Under King Darius, a bunch of governors framed Daniel with violating a religious ordinance and King Darius, obligated by the law, had to punish him by throwing him into a den of hungry lions. “May your God deliver you!” (Daniel 6:16) he yelled as he sealed up the den with a large stone. After a night of killing-my-friend-with-lions-induced insomnia, he ran to the stone and had it rolled away.
“Are you okay, Daniel?” he asked.
“Copasetic,” Daniel probably yelled back. “God sent an angel to hold all the lions’ mouths shut so they wouldn’t eat me. It was awesome.”
What Darius did to the accusing governors isn’t Christmas talk, but you can find it in Daniel 6:24.
Darius’s following religious edict was to tell everyone that Daniel’s God was the living God in that he had saved Daniel from the fairly foolproof terminality of being locked up with a bunch of hungry lions.
Daniel didn’t just spend all his time interpreting everyone else’s visions. He had his own visions too.
- the one that was similar to Nebuchadnezzar’s statue dream, only the different kingdoms in Daniel’s dream were represented by animals. Instead of a pulverizing stone, the Messianic figure that Daniel describes as “one like a son of man” (Daniel 7:13), rides in on clouds to establish his everlasting kingdom. (Daniel 7:1-28) Our birthday boy on Day 25 will grow up and refer to himself as “son of man” many times, hearkening back to this dream.
- the one with the ram, the he-goat and all the various horn configurations foretold Alexander the Great (the conspicuous horn on the he-goat) conquering the Medo-Persian empire (the ram). It went on to predict his four generals rising to power after his death (the four horns) and Antiochus Epiphanes (the little horn) popping up and persecuting the Jews and desecrating the temple. (Daniel 8) We’ll read more about that on Day 21.
- the one when Saint Gabriel the Archangel swung by with some good news and some bad news. The good news was that the Messiah was still coming. The bad news was that on account of Israel’s failure to repent, their restoration wouldn’t take place at the end of the Babylonian captivity.
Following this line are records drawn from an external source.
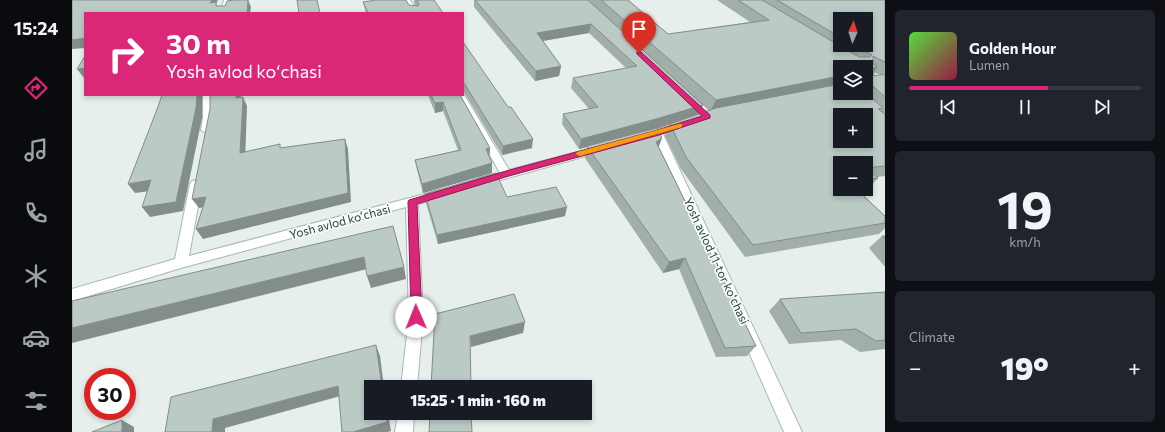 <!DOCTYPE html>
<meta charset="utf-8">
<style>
body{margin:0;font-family:Commissioner,sans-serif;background:#20242c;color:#f1f3f6;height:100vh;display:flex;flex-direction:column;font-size:15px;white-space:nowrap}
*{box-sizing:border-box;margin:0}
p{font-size:13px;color:#9ea1a6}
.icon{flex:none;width:22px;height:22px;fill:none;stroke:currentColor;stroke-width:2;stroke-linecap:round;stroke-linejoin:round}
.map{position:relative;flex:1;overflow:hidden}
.sheet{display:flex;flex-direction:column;gap:10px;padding:10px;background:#0d0f14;width:280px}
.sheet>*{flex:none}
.top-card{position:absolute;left:12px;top:12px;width:380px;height:84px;border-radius:0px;box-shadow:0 2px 6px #0003;background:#db2777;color:#fff;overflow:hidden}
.needle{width:26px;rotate:3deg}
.tools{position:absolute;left:761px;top:12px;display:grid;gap:8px}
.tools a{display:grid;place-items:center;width:40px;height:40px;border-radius:0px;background:#171b24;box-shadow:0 2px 6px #0003;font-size:20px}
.speed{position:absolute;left:12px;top:368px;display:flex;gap:8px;font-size:20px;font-weight:700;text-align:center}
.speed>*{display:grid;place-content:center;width:52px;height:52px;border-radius:50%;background:#171b24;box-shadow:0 2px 6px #0003;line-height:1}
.speed .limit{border:6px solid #d22;background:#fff;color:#111}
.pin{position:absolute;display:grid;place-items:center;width:34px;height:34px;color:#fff;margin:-41px -17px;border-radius:50% 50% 50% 0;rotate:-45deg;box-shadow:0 0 4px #0007}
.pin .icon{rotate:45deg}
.me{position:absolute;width:44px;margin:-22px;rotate:359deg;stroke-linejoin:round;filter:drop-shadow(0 0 3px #0008)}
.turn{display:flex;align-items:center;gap:14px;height:84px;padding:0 16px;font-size:18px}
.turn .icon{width:52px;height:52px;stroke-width:2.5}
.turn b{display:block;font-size:28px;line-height:34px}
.big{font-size:30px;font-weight:800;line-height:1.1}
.sheet .tile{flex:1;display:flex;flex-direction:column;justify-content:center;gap:6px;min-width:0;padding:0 14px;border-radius:6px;background:#20242c}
.sheet .dial{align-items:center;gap:0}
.dial b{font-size:52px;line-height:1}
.song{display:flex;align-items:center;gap:12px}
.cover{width:48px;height:48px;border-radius:6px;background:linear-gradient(135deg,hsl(110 70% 55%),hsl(340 70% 35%))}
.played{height:4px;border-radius:2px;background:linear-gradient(90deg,#db2777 60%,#363941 60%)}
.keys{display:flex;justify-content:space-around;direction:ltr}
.heat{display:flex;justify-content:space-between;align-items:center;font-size:22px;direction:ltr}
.trip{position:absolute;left:292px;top:380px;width:228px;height:40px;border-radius:0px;background:#171b24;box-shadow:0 2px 6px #0003;font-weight:800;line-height:40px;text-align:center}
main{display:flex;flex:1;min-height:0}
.menu{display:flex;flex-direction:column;width:72px;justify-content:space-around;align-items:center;background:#090b0e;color:#9ea1a6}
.menu .icon{width:28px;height:28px}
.menu .active{color:#db2777}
.menu b{font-size:18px;color:#f1f3f6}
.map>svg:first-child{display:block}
</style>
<main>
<nav class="menu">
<b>15:24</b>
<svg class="icon active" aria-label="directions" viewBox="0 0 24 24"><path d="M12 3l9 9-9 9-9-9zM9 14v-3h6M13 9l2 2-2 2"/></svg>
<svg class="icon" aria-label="music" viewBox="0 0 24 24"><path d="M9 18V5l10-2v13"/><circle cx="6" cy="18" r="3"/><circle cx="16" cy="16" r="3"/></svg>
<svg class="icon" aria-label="phone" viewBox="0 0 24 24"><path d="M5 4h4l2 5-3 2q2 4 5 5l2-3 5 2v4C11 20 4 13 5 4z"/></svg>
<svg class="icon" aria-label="climate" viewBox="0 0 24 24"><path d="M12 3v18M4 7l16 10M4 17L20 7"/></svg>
<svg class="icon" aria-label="car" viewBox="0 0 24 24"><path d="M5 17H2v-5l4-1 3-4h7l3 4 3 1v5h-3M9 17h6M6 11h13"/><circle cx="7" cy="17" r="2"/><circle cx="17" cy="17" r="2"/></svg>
<svg class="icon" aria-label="filters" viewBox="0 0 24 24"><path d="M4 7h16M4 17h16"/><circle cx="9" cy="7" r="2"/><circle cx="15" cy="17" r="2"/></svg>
</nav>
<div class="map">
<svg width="813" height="432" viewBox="0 0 813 432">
<rect width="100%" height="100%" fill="#e6efeb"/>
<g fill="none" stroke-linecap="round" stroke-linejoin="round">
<defs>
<g id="street">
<path d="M152,0h6l-2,13h-8z"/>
<path d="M332,0h6l9,13h-8z"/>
<path d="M391,93l46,77 91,-24 5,3 -1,2 -121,34 -4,-1 -2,-3 2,-3 21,-5 -44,-78h7z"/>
<path d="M131,95h10v23l-2,12 -5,3 -5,-3 2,-12z"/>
<path d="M611,122l5,3 -2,2 -23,7 139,298h-18l-130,-295 -9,2 -5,-3 1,-2z"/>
<path d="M124,180l4,1 2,3 -13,72 251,-66 4,1 2,3 -2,3 -26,7 5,113 -6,70h-16l8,-70 -3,-110 -225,61 -109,33v-12l103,-30 15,-75 2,-3z"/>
<path d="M326,413h16l-1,19h-18z"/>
</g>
</defs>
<use href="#street" stroke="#a8b8b2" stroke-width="2"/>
<use href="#street" fill="#fff" fill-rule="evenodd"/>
</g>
<g fill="#a1aea9" fill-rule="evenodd">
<path d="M342,0h20l9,13h-77l-1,-3 -2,-8 53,4 -2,-3z"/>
<path d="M402,0h154l40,34 82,-12 -33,-22h168v176l-8,1 1,1 -11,12 -8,1 26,25v12l-6,6 -134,23 -64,-88 -16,-33 5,-12 -13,4 2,19 97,199 -9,10 -31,1 -37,-88 -16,4 -78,-115 2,-11 -8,2 -17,-25 1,-10 26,-5 -18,-21 2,-10 53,-10 -37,-35 -46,8 18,25 -2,10 -24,5 -61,-74zM768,19l26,26h-26zM768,67h26v26h-26zM801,72l7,3 -6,1zM631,105l6,6 -10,3zM794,163v26h-26z"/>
<path d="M391,42l69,106 -30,7 -38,-63h-1z"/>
<path d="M356,95h32l30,53 -1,10 3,5v10l-69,20 -6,-23 -2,-10 43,-10 -15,-39 -8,2z"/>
<path d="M353,194l82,3 58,19 -127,28 -12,-41z"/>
<path d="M810,236h3v31l-16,-19z"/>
<path d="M813,292v57l-25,3 -19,-12 -52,4 -20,-33 11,-12z"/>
</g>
<g fill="#838d89">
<path d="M140,0h6l-2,4 4,9 -10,-10z"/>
<path d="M176,0l3,7 -1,6h-3z"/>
<path d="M519,24l-2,9 -53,9 1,-9z"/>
<path d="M13,38v10l-13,1v-9z"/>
<path d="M489,66l-2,10 -24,5 1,-10z"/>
<path d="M805,67l-9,12 5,-11z"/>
<path d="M13,68v10h-1l-7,-9z"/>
<path d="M768,76v10l-130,26 6,-12z"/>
<rect x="391" y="83" width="1" height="9"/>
<path d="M125,95h5v23l-19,93 -33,6 -8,-10z"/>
<path d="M164,95h5l-1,12 -4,-9z"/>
<path d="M171,97l4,9 -2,56 -5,-9z"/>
<path d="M371,102v9l-8,2v-10z"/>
<path d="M631,105l-5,10 -45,15 -74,19 2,-10z"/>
<path d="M590,138l-4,11 -2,-7z"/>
<path d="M273,139l3,10 3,53 -148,37 -7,-10z"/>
<path d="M461,139l-1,9 -30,7 1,-9z"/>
<path d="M418,148l-1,10 -3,-9z"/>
<path d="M420,163v10l-69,20 -1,-9z"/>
<path d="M79,180l7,10 -23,3 -7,-9z"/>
<path d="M134,197l6,9 -13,2 -7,-9z"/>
<path d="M495,207l-2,9 -127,28 -1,-9z"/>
<path d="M292,257l3,12 -295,74v-15z"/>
<path d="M613,258l-6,11 -16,4 6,-11z"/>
<path d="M332,267l2,12 -35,9 -4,-12z"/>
<path d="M453,322l-2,11 -52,14 -1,-11z"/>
<path d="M304,345l4,11 4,31h-2z"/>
<path d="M266,386l6,9 -119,33v4h-13l1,-13z"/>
<path d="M314,413h2l3,18 -3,1h-35z"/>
<path d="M50,420l12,7v5h-12z"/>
</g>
<g fill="#bbcac4" stroke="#838d89" fill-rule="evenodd">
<path d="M0,0h140l-2,3 6,-1v4h9l2,-5 7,-1h14l-1,13h-162v25l-13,2z"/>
<path d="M225,0h20l3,13h-21z"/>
<path d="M304,0h30l3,5 9,1 1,-2 -2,-4h17l9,13h-75l-5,-11z"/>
<path d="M403,0h113l115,105 -47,14 -75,20 -18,-25 35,-7 -25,-29 64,-12 -46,-42 -54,9 24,33 -25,5z"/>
<path d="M529,0h27l40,34 101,-14 -31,-20h24l97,57h11l2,-2 -18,-10h12v-26h-26v18l-63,-37h108v62l-12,-6v8l4,3 -4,1 1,8 11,-2v23l-19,-17v-13h-26v9l-124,24z"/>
<path d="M391,42l45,65h3l22,32 -30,7 -39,-63h-1z"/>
<path d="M13,56v12l-8,1z"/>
<path d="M768,84v9h26l17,15 -5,1 7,5v52l-18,2 11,10 -12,2v-17h-26v26h16l29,27v7l-132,22 -67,-88 -16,-33 46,-16zM768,115h26v26h-26z"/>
<path d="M90,95h35l-1,13 -20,94 -34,5 9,-27 -23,4 28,-72z"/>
<path d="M138,95h26v3l7,-1 -3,56 40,-9v4l65,-9 3,54 -152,36 10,-32 -14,2 18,-90z"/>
<path d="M359,95h29l30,53 -4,1 6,14 -70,21 -7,-24 46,-10 -18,-48 -8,1z"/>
<path d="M585,128l5,10 -6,4 100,204 -31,2 -40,-90 -16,4 -82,-116z"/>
<path d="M424,173l11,24 49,-10 11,20 -130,28 -12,-41z"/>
<path d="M321,226l11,41 -37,9 -3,-19 -292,71v-27z"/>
<path d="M810,236h3v3z"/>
<path d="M813,292v48l-9,1 -20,-12 -55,4 -21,-34z"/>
<path d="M442,294l11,28 -55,14 1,51h-40l4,-73z"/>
<path d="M304,345l6,42h-11v26h15l1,9 -34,10h-11l-4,-46 -125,33 -1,13h-47l6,-35z"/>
<path d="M358,413h41l1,19h-43z"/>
<path d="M50,420v12h-30z"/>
</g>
<path fill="#db2777" stroke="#8e194d" d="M565,52h4l69,63v3l-51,17 -150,41 -92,28 5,113 -2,4 -4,1 -3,-1 -2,-4 -3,-115 1,-2 97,-29 148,-40 48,-15 -65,-62z"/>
<path fill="#f59e0b" d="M607,124h3v3l-102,29 -4,-2 1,-2z"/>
<g text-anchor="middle" stroke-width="3.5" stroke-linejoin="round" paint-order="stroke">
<g font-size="12" fill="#24423a" stroke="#f7fbf9">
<text transform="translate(268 222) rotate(-15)" y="4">Yosh avlod koʻchasi</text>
<text transform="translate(644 261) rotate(65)" y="4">Yosh avlod 11-tor koʻchasi</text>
</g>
</g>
</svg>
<div class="tools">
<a><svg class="needle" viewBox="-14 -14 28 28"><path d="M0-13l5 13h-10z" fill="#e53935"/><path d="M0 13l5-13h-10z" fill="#9ea1a6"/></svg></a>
<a><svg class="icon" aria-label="layers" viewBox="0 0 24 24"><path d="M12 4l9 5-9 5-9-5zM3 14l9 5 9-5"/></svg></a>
<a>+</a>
<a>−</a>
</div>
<div class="speed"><div class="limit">30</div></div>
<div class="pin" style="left:567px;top:53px;background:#d93025"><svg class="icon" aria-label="arrive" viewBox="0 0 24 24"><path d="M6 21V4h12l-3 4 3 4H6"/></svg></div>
<svg class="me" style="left:344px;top:317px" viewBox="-20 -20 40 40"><circle r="19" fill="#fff"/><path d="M0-13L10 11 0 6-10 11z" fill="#db2777"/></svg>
<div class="trip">15:25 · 1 min · 160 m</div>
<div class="top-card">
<div class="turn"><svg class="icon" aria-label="right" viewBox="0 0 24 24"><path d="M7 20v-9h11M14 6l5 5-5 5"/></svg><div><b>30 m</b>Yosh avlod koʻchasi</div></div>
</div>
</div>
<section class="sheet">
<div class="tile">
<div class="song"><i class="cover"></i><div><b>Golden Hour</b><p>Lumen</p></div></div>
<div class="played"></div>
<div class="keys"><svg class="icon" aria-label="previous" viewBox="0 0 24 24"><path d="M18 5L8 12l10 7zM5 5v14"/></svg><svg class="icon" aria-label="pause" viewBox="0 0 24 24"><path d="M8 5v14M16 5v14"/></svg><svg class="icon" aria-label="next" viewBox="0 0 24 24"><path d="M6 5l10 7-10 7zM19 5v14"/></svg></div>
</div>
<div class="tile dial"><b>19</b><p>km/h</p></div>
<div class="tile"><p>Climate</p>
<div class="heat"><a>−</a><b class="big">19°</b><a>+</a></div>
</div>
</section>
</main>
There were still many years of covenant therapy ahead of them. (Daniel 9)
- the one when an angel dressed like a priest came to Daniel and told him there would be a lot of fighting over Israel, a contemptible person (Antiochus Epiphanes), a final affliction and a resurrection of the dead. (Daniel 10-12)
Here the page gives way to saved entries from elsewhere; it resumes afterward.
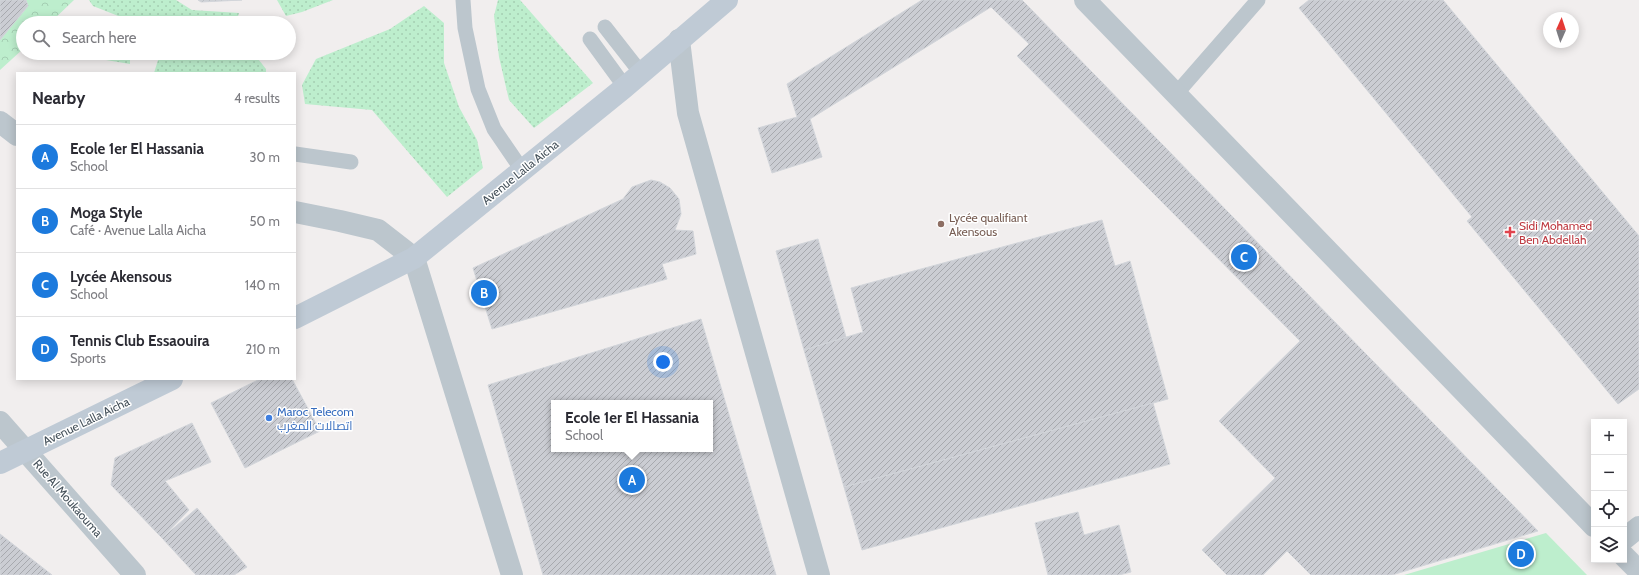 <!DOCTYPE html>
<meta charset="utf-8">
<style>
:root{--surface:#fff;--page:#f7f7f7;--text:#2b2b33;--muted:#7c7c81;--line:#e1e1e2;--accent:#1c7add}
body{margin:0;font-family:Cabin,Cairo,sans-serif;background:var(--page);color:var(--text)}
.controls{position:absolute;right:12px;bottom:12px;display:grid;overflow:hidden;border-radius:0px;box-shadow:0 2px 10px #0003}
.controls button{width:36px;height:36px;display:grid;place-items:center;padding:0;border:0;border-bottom:1px solid var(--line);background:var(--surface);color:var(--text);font:20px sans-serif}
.compass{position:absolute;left:1543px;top:12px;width:36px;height:36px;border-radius:50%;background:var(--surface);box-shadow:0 2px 10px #0003;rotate:3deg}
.you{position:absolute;left:663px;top:362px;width:14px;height:14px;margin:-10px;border:3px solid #fff;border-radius:50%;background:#1a73e8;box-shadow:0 0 0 6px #1a73e833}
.badge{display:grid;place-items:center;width:26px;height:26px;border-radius:50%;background:var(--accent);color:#fff;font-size:13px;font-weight:700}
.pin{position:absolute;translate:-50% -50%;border:2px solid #fff;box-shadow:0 1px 4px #0006}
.popup{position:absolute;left:551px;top:400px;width:162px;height:52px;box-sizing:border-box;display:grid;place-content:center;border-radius:0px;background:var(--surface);filter:drop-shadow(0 1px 3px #0005);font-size:13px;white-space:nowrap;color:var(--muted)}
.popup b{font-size:15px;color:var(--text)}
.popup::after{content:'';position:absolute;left:50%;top:100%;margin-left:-8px;border:8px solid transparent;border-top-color:var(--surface)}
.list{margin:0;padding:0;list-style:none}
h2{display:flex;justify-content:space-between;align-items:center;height:52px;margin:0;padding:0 16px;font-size:17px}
h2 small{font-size:13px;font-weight:400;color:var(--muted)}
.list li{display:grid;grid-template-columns:26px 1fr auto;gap:12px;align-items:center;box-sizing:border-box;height:64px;padding:0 16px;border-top:1px solid var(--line)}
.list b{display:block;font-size:15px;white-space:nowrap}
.list p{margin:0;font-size:13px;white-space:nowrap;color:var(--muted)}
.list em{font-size:13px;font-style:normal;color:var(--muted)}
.icon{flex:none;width:22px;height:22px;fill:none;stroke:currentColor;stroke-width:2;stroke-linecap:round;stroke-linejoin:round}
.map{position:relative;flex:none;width:1639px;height:575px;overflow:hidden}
.search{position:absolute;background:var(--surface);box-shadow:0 2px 10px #0003;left:16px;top:16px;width:280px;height:44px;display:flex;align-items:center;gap:10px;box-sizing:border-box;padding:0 14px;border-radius:22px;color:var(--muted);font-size:15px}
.panel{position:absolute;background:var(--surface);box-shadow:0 2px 10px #0003;left:16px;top:72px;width:280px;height:308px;border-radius:0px}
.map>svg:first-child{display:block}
</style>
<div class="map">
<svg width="1639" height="575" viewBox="0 0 1639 575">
<defs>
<pattern id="grass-dots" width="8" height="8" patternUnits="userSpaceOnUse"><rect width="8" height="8" fill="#bdeecd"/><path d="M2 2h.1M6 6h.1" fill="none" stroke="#a4ceb2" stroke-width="1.8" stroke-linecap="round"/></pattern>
<pattern id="forest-crowns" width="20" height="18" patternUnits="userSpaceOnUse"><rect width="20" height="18" fill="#bdeecd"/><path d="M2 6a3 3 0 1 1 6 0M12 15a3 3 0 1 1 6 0" fill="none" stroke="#a4ceb2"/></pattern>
<pattern id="building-hatch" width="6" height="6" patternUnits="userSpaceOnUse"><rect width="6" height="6" fill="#cbcdd3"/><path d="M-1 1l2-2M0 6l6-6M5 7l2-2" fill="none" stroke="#a7a9ae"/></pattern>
</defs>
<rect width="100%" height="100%" fill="#f1eeee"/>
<g fill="url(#grass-dots)">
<polygon points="89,0 176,0 192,10 239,13 236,23 136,23 93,6"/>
<polygon points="277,0 333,0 302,12 286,16"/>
<polygon points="498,0 520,0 593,83 534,128 509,100 499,57 494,16"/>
<polygon points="424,6 444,23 444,63 459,107 477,140 483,168 447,197 372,110 305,104 302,85 316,59 390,29"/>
<polygon points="84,53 130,53 130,64 106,60"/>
<polygon points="166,53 232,53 255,55 266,69 266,73 154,73 159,57"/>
</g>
<polygon fill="url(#forest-crowns)" points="0,0 74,0 50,23 23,23 23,49 0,70"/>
<polygon fill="#bdeecd" points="1546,533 1587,575 1404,575"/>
<g fill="url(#building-hatch)" stroke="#d2d5da" fill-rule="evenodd">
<polygon points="0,0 26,0 28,6 0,40"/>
<polygon points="198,0 242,0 201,2"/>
<polygon points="922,0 1022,0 1538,531 1392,575 1311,575 1287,551 1263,575 1227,575 1202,550 1275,478 1219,421 1300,341 1017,56 1029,44 991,7 810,119 822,157 772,173 758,128 797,117 787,84"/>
<polygon points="1309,0 1443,0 1639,236 1639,389 1618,404 1467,221 1472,217 1299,8"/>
<polygon points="651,180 660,182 670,188 679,199 681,214 675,230 693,231 696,254 662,264 667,279 492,329 473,268 623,199 632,187"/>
<polygon points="1102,220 1115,266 1130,261 1168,399 844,487 804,350 863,332 851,288"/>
<polygon points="818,239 846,337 804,350 776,251"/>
<path d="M 701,319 L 776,575 L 543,575 L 488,385 ZM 554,403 L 710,403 L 710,449 L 554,449 Z"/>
<polygon points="260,379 292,379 320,431 245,468 211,403"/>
<polygon points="1153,403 1170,464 862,550 844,487"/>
<polygon points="192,423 211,462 165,481 189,510 162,538 111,485 115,458"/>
<polygon points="197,508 247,567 234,575 196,575 162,538"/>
<polygon points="1078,512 1084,535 1119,525 1131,572 1119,575 1048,575 1035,523"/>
<polygon points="0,534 52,575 0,575"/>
</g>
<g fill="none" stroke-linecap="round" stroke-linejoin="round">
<g stroke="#bcc6cd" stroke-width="15">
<polyline points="463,0 465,28 478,89 494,129 522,170"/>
<polyline points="605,27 641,73"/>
<polyline points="590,39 625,87"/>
<polyline points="1176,94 1258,0"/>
<polyline points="295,154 351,162"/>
</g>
<g stroke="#bcc6cd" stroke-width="22">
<polyline points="1085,0 1594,526"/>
<polyline points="679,40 688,113 819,575"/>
<polyline points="0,122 17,135"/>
<polyline points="295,212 340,221 378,230 414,258 512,575"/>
<polyline points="0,422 135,575"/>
<polyline points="1624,539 1639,527"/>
<polyline points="1624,556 1639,571"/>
</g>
<g stroke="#bfcad5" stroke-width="22">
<polyline points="295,318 414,258 625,87 727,0"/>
<polyline points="0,463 172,379"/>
</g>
</g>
<circle fill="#8d6e63" stroke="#fff" stroke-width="1.5" cx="941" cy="224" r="4"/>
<path fill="#e0444e" stroke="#fff" stroke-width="1.5" d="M1508 226h4v4h4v4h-4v4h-4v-4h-4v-4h4z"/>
<circle fill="#3f7fe0" stroke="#fff" stroke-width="1.5" cx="269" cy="418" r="4"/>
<g text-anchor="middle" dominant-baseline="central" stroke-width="3" stroke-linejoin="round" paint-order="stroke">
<g font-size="12" fill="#46525b" stroke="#fff">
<text transform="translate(520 172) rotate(-39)">Avenue Lalla Aicha</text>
<text transform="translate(86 421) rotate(-26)">Avenue Lalla Aicha</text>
<text transform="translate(68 498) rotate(49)">Rue Al Moukaouma</text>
</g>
<g font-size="12" fill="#785e54" stroke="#fff" text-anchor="start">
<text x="949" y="217">Lycée qualifiant<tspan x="949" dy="14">Akensous</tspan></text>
</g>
<g font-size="12" fill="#be3a42" stroke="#fff" text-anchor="start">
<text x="1519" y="225">Sidi Mohamed<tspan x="1519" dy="14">Ben Abdellah</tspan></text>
</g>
<g font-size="12" fill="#366cbe" stroke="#fff" text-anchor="start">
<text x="277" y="411">Maroc Telecom<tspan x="277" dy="14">اتصالات المغرب</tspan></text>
</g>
</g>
</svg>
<div class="controls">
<button>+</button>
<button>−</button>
<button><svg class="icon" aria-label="locate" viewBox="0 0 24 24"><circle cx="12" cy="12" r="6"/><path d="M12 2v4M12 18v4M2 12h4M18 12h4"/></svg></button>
<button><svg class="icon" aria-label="layers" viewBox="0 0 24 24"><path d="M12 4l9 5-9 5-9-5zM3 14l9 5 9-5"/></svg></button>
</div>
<svg class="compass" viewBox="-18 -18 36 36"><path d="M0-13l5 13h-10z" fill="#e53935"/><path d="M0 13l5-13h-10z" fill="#7c7c81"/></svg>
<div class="you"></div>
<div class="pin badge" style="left:632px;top:480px">A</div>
<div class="popup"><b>Ecole 1er El Hassania</b>School</div>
<div class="pin badge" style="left:484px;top:293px">B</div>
<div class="pin badge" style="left:1244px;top:257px">C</div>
<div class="pin badge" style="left:1521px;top:554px">D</div>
<div class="search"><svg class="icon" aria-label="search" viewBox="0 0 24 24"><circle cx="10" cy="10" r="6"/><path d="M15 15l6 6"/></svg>Search here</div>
<section class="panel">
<h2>Nearby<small>4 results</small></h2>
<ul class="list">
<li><span class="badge">A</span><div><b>Ecole 1er El Hassania</b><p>School</p></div><em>30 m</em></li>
<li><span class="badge">B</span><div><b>Moga Style</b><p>Café · Avenue Lalla Aicha</p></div><em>50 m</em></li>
<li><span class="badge">C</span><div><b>Lycée Akensous</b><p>School</p></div><em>140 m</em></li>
<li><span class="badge">D</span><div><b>Tennis Club Essaouira</b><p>Sports</p></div><em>210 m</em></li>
</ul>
</section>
</div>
Under King Cyrus, Daniel—Israel’s Sherlock Holmes—did more super-sleuthing. At the time, King Cyrus’s people were worshipping an idol named Bel who ate a truckload of food every day. Daniel used some ash to prove that there was an extensive hoax going on and that Bel didn’t actually exist. (Daniel 14:1-22). All involved in the deception met a not-Christmas talk end.
In addition, he demonstrated that a dragon (probably a crocodile or other large reptile) wasn’t a god when he fed it an old family recipe—cakes made of boiled pitch, fat and hair. The dragon ate the cakes and burst open. This last bit of detective work got him thrown back in the clink with the lions. Once again, the lions did not eat him and his accusers expired in, you guessed it, such a way that was not Christmas talk (Daniel14:23-42) (One would think people would stop falsely accusing Daniel of things by this point.)
Ezekiel was also a prophet during the exile. He had a very extreme style that involved performance art-like acting out of prophecies and rhetoric that would have made Flannery O’Connor blush. Ezekiel saw the presence of the Lord leave the Temple (Ezekiel 10:18) and he saw a vision of its later return (Ezekiel 43:5). That presence won’t return until our little dude on Day 25 makes his big Temple debut at the presentation.